I call them hypernormative, with this very intense need to conform to one another and to have this belonging. I'm fascinated by them. They operate almost by hive mind. I've noticed that it could be a 70-degree cloudy day, and they would not come out of their apartments. The sun has to be shining for them to come out. The weather, the temperature, everything has to be optimal for them to emerge, and then they emerge all at once.
Their behaviors—and I would hear this from people in different cities—would be the same from city to city. If they move into your building, they're going to behave just like the same kinds of people who came before and take up space in the same kind of way. They're going to sound the same. I'm obsessively fascinated by it.
brainsparks: pseudonymous digital identities (tn#55), post-individualism (tn#196), digiphrenia (tn#191), age of average (tn#115), moodboard effect (tn#66), the fluid self (tn#85)
✊🏻technologies for liberation
thank you, fernanda, for sharing this. astrea, the lesbian foundation for justice (again, lesbians being heroes) released this report (which also feels like a manifesto of sorts) and the kind of initiative we need more of. they offer a critical view of the corporate tech most of us use, point out pain points, ideas and suggestions for funders to help imagine and create alternative technologies.
This report, Technologies for Liberation: Toward Abolitionist Futures, lifts up the power of movement building and the ways in which organizers are innovating to create safe technologies and systems for the people they serve, centering QT2SBIPOC communities. This research is based on in-depth interviews with movement organizers, researchers, policy advocates and technologists; these and other data were collaboratively analyzed during a 3-day participatory analysis convening held in San Juan, Puerto Rico in 2019. Through these and other conversations, we identified key findings about some of the ways in which movements in the United States and Puerto Rico combat technologies in the service of criminalization, and how they are building transformative futures. We share our recommendations for funders prepared to support communities proactively transforming and re-imagining new futures outside of criminalization.

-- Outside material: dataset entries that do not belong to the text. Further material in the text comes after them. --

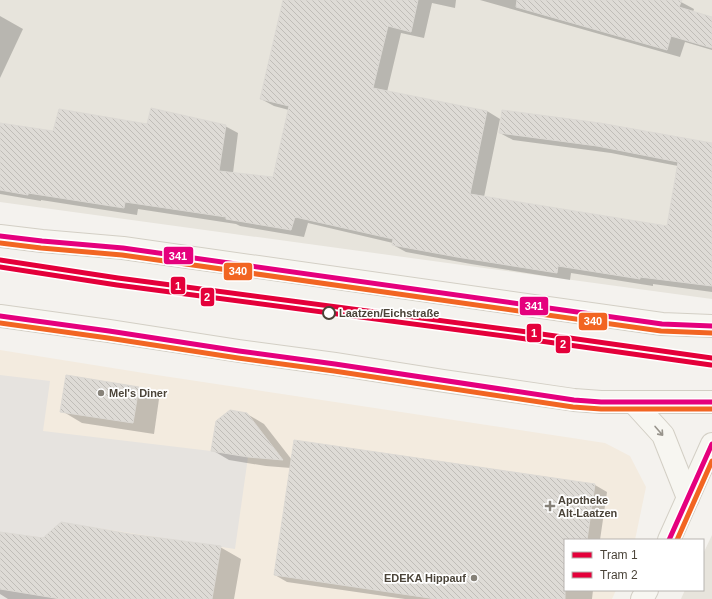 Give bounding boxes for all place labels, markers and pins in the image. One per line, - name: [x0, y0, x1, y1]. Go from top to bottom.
- marker: Laatzen/Eichstraße: [322, 306, 336, 320]
- place label: Laatzen/Eichstraße: [339, 307, 439, 319]
- place label: Mel's Diner: [109, 387, 168, 399]
- marker: Mel's Diner: [96, 388, 106, 398]
- place label: Apotheke Alt-Laatzen: [558, 494, 618, 519]
- marker: Apotheke Alt-Laatzen: [545, 501, 555, 511]
- place label: EDEKA Hippauf: [384, 572, 466, 584]
- marker: EDEKA Hippauf: [469, 573, 479, 583] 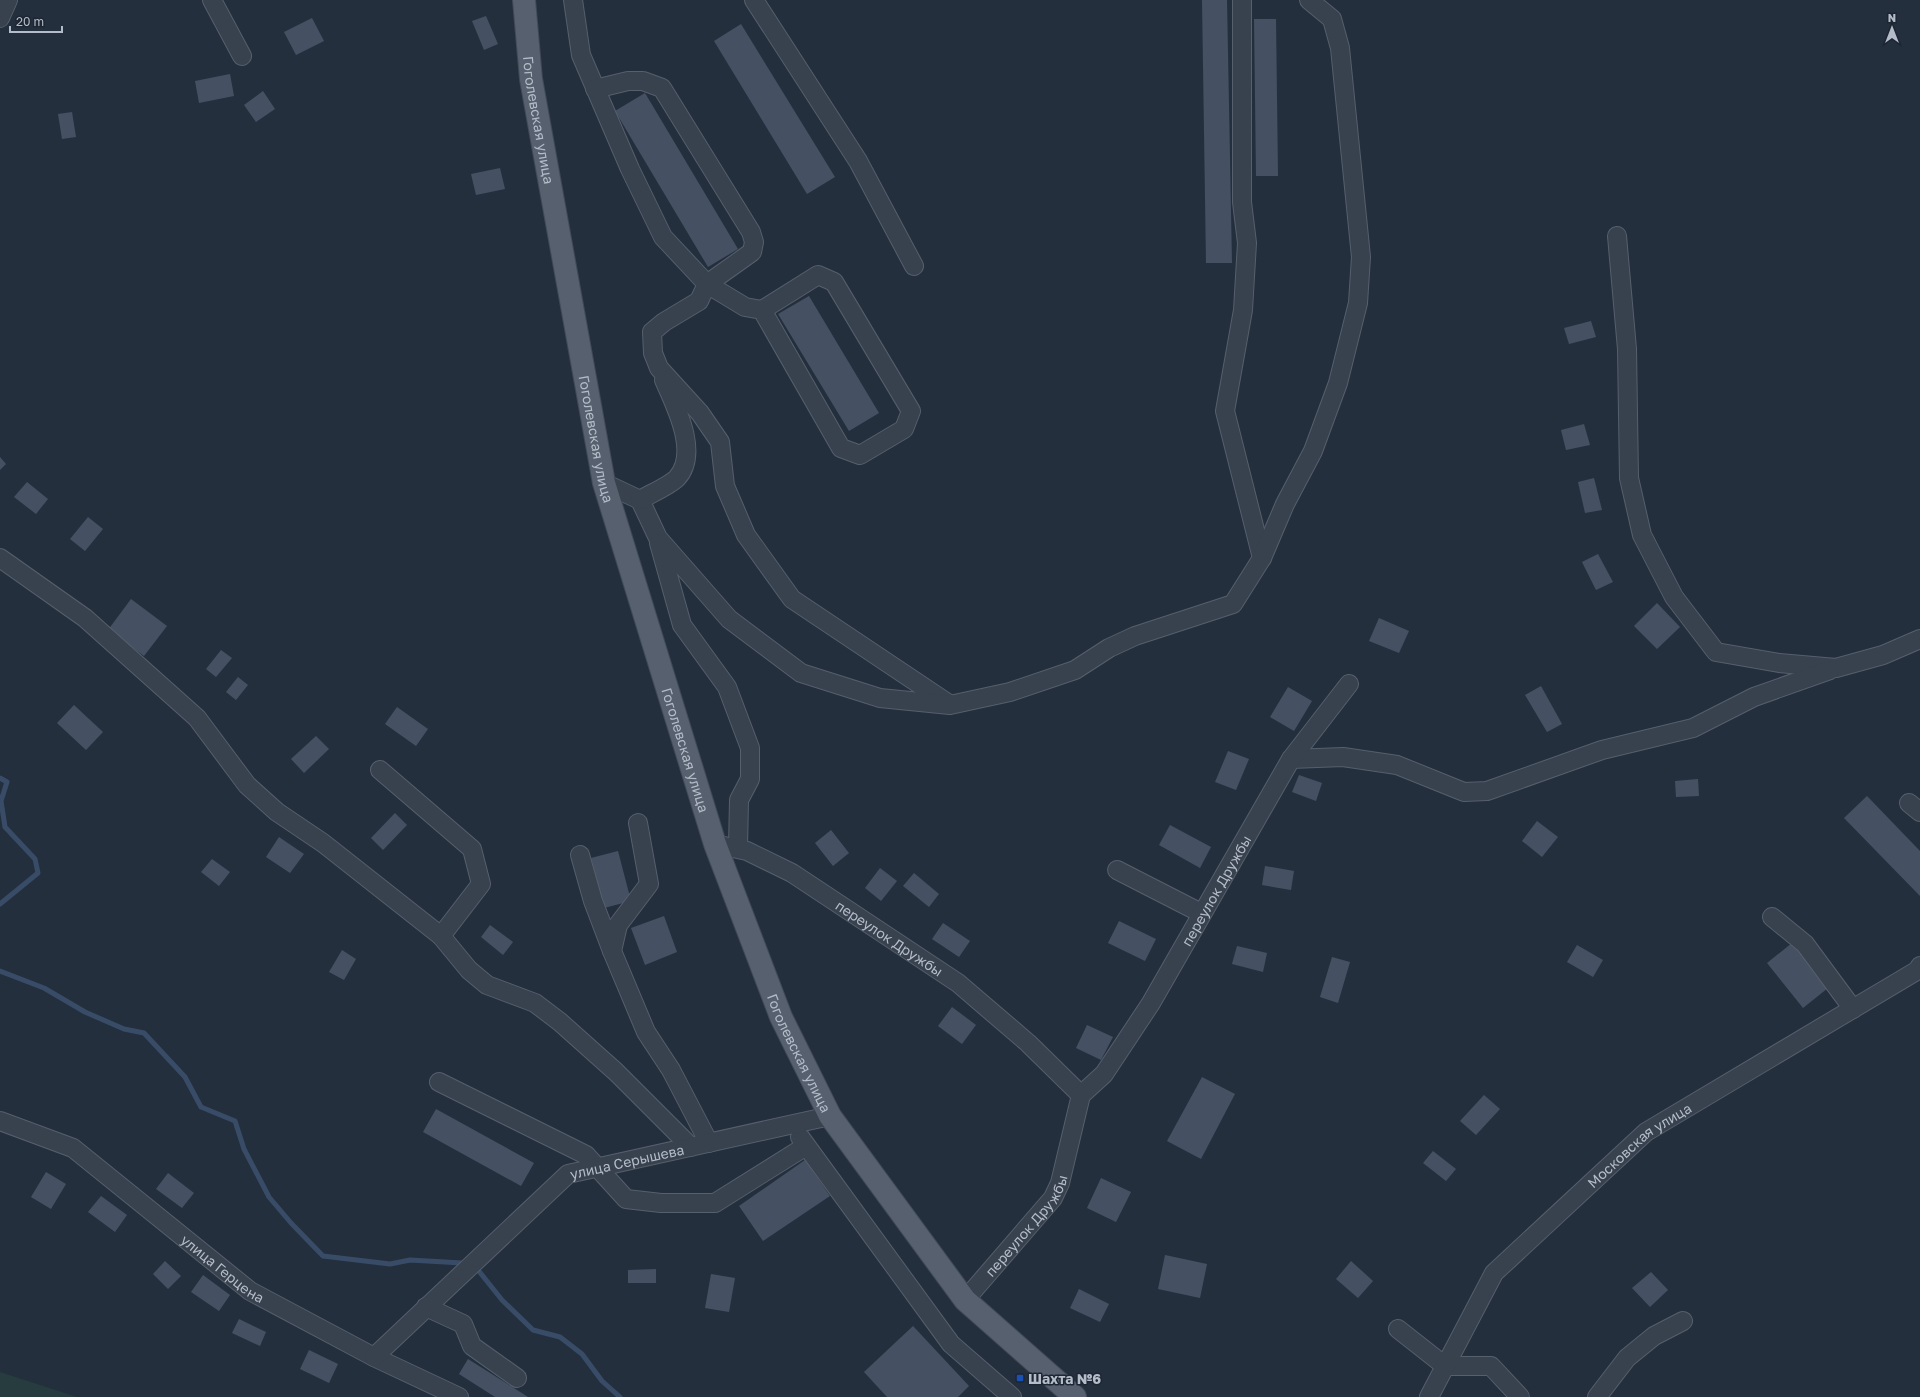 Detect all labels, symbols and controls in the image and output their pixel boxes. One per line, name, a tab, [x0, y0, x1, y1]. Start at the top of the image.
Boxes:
scale bar	[10, 8, 62, 34]
north arrow	[1872, 8, 1912, 48]
text: N	[1888, 11, 1896, 24]
text: 20 m	[16, 14, 44, 29]
street label: Гоголевская улица	[520, 55, 558, 185]
street label: Гоголевская улица	[576, 374, 618, 505]
street label: Гоголевская улица	[659, 685, 713, 814]
street label: переулок Дружбы	[1177, 832, 1254, 949]
street label: переулок Дружбы	[833, 896, 946, 979]
street label: Гоголевская улица	[764, 991, 835, 1115]
street label: Московская улица	[1583, 1099, 1694, 1191]
street label: улица Серышева	[568, 1140, 686, 1182]
street label: переулок Дружбы	[981, 1173, 1070, 1279]
street label: улица Герцена	[178, 1230, 267, 1306]
place label: Шахта №6	[1028, 1370, 1101, 1387]
marker: Шахта №6	[1015, 1373, 1025, 1383]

brainsparks: queer the future (tn#5), critic of technology (tn#121)
🎭chromakopia
i’ve been hooked on tyler, the creator’s new album, chromakopia. i couldn’t find the meaning of the word, but it seems like a mix of chroma (color) + kopia (cornucopia), which symbolizes abundance. afterall the album is abundant in the rhythms, sounds, featured artists and ideas. or from copy, maybe to reference the samples… it’s amazing to hear audios of his mother teaching him (and us all) about life — some of them got me laughing. this song made me dance like no one is watching. also, listen to sticky and balloon.
brainsparks: orilature (tn#147), cowboy carter (tn#167), beat diaspora (tn#125)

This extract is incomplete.